For those aficionados of Japanese candle sticks, a Doji is a sign of indecision, a price bar that is simply shaped like a cross indicating that despite the price range opening and closing prices were precisely the same at the end of the period. It often presages a change in trend, more so on the daily charts, where you can see a Doji in the middle of this year's dollar top formation that appeared on Jan 29.

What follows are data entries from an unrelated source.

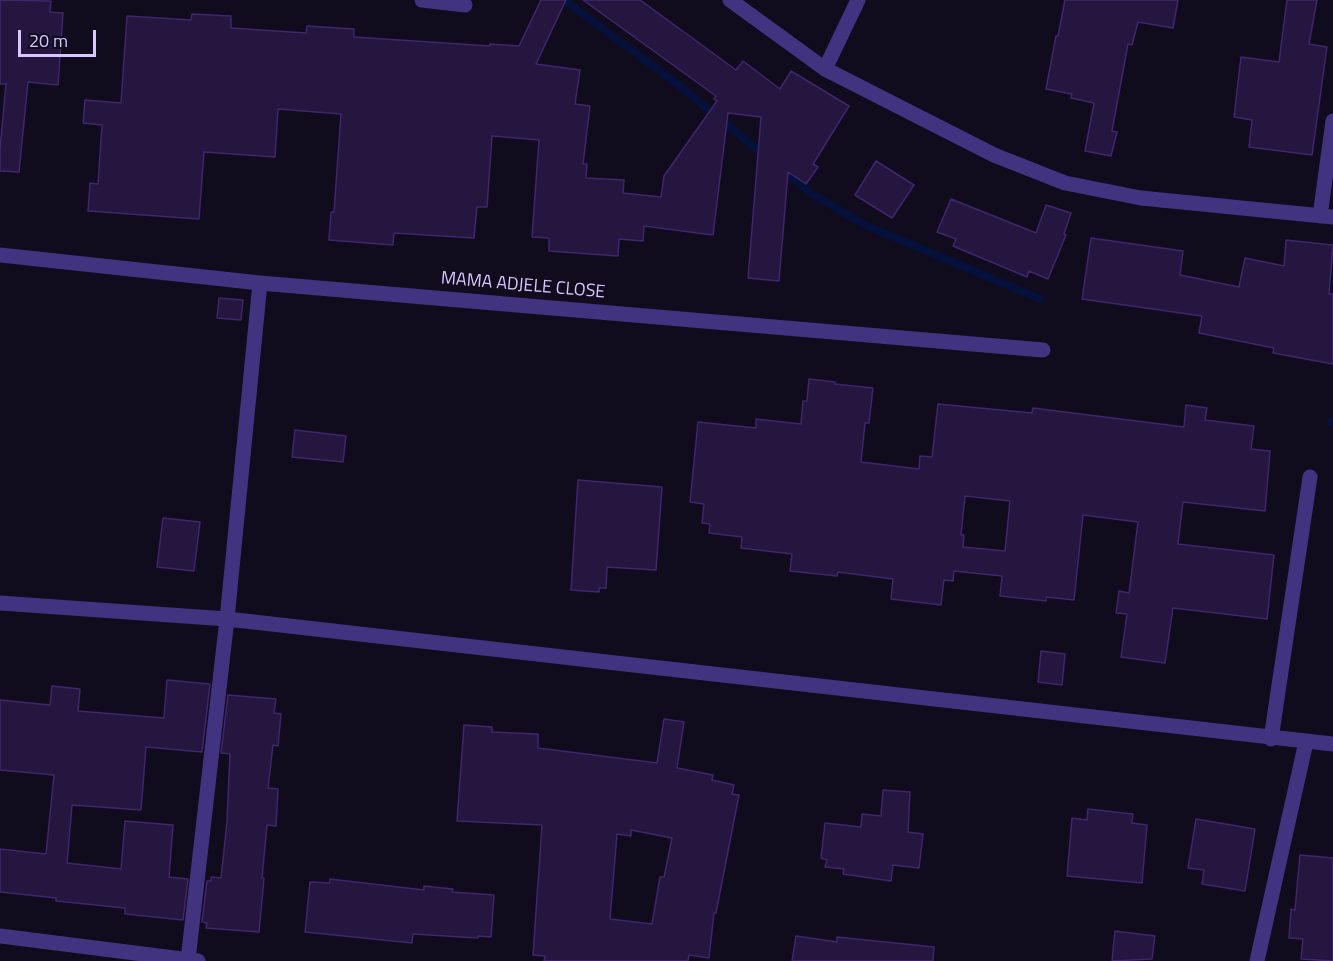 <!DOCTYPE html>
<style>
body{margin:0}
#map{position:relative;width:1333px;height:961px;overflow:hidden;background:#110b1e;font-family:"Titillium Web",sans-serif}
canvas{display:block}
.scale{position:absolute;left:18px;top:30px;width:78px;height:27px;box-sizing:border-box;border:3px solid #d6c7ff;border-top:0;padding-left:8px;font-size:18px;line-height:21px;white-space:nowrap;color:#d6c7ff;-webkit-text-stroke:4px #110b1e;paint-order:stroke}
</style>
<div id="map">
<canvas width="1333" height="961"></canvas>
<div class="scale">20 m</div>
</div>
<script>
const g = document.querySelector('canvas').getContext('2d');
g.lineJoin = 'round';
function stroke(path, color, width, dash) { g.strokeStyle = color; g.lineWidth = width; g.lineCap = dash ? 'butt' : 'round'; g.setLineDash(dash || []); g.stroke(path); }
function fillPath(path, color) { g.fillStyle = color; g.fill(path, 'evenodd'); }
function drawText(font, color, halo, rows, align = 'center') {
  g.font = font + ' "Titillium Web",sans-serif'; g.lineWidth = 4.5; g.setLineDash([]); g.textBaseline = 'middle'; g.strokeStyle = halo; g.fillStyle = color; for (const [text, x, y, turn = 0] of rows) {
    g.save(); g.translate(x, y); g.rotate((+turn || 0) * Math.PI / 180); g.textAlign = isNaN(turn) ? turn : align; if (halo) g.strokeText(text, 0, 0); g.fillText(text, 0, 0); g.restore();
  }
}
stroke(new Path2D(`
 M564,0L680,86L766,157
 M780,168L809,192L865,225L1040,299
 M1331,422H1333`), '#06113b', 8);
const building = new Path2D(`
 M0,0L51,1L50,12L63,13L58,85L28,82L19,172L0,171V149L6,84H0Z
 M541,0H566L536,64L580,70L575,104L590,106L583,164H587L586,178L624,180L623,193L661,197L664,176L717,101L714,99L716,96L583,0H640L736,70L743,61L780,89L791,71L849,106L813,164L818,167L806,184L788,172L779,281L748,278L761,117L728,113L713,235L644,226L643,241L619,239L618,256L549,251V238L532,237L539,140L492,136L487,207H477L474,238L394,233L393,245L329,240L331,212H334L341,114L278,109L275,157L204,152L199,219L88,211L90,183L98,184L102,125L83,123L85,100L121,103L127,16L191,20L192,14L231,16V28L306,33L307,26L354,29V37L490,46V44L519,46Z
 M1065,0H1178L1173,28L1138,22L1132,45L1128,44L1112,131L1117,132L1111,156L1085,151L1094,103L1071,98L1072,94L1046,89L1056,36H1058Z
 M1287,0H1317L1309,44L1327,47L1312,155L1249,147L1252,120L1234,117L1241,57L1279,62Z
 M876,161L914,185L892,218L855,195Z
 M951,199L1036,233L1046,205L1071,213L1064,234L1066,235L1048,279L1029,271L1027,277L953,246L956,239L937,232Z
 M1091,238L1183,251L1180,275L1239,287L1245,258L1284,266L1286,240L1333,245L1329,294H1333V364L1273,353L1274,348L1199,333L1202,316L1082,299Z
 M219,298L243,300L241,320L217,318Z
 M809,379L835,382V384L873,388L869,423H865L861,462L919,469L920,456L932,457L938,404L1032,413L1033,408L1184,427L1186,405L1207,408L1205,420L1254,426L1251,449L1270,451L1265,511L1183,502L1178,544L1274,555L1267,619L1173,608L1165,663L1121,657L1127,614L1116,613L1119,591L1129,593L1138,522L1083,515L1074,600L1046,597V601L1000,596L1002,576L954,571L953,581L944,580L941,605L891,599L893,579L838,572L837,576L790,571L792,554L741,548L742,537L709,533L710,524L702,523L704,504L690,502L698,422L756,428V419L801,424L803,401H807ZM965,496L1010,501L1005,551L963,547L964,535H961Z
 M295,430L346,436L343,462L292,457Z
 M578,480L662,487L656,570L607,567L606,588H599V592L571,590Z
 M163,518L200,522L194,571L157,567Z
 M1041,651L1065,654L1062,685L1038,682Z
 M167,680L210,684L202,752L146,747L141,810L72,805L67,863L121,869L125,821L173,825L169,877L188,879L183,920L125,914V908L56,901V898L0,892V849L46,854L54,775L0,770V700L50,705L52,686L80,689L78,711L164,718Z
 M228,695L276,699L274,713L281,714L278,746L273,745L268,788L278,789L276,826L267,825L262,878H264L259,932L206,928L207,923L202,922L207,881H211V877L221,878L227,822L230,754L221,753Z
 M664,719L684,722L677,768L713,775L712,780L734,785L732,794L739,795L716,913H714L709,958L689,955L688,961H544L545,956L533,955L542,825L457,821L464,725L492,727V732L538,734V748L657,763ZM631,830L672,838L664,877H660L652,924L610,919L617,834L631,836Z
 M883,790L910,792L908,832L923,834L919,868L893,865L891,881L843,874L844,869L825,867L827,860L821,858L825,823L861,827L862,814L881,816Z
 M1088,809L1133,814L1132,823L1147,825L1142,883L1067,876L1072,818L1087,820Z
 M1196,819L1255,829L1245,891L1202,884L1204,870L1188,868Z
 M1300,855L1333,858V961L1301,959L1303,939L1289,938L1291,909L1295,910Z
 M330,879L424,890V886L453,889L452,892L494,895L491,937L478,936V938L413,934L412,943L305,932L310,882L330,883Z
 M1115,931L1155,936L1152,959L1112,961Z
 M796,936L837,942V937L934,947L933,961H792Z`);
fillPath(building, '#24163f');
stroke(building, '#3f266d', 1.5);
stroke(new Path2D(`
 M422,0L465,5
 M730,0L825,69L994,155L1065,183L1141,198L1333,217
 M825,69L858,0
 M1320,216L1333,121
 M0,255L260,283L1043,350
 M0,603L227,619L1333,744
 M1271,739L1310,477
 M0,936L198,961
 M188,960L227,619L260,283
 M1257,961L1306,742`), '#41337f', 15);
drawText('18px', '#d6c7ff', '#110b1e', [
 ["MAMA ADJELE CLOSE",523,286,5]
]);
</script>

This morning a Doji appeared on the hourly study, not as powerful signal as on the daily, but always something to take note of, one appeared two day's ago at the onset of the European session, and presaged the low of 1.2100 that led to a rebound to 1.2200 by the time New York was in full swing. Today the Doji doesn't seem to be saying much however, other than the market is indecisive, isn't sure what way to go, and isn't sure whether this is the beginning of the end of the dollar pull back, or the end of the beginning.
On the weekly study a close here would be a second up week with a higher high, higher low, higher close, and has broken above the downtrend resistance that kicked in at 1.2150, and looking at that chart it is easy to be bullish. Funnily enough the fund manager that made that excellent EUR/USD top call the week before last is also suffering similar pangs.
Initially forecasting a two month dollar pull back they are wondering whether it may end in just another week or so. Meanwhile spot is exactly where it opened the New York session, 1.2187/90 and the 61.8% Fibo of 1.1995/1.2285 the most recent trading extremes comes in at 1.2175 and seems to be holding the sell off. Decisions, decisions.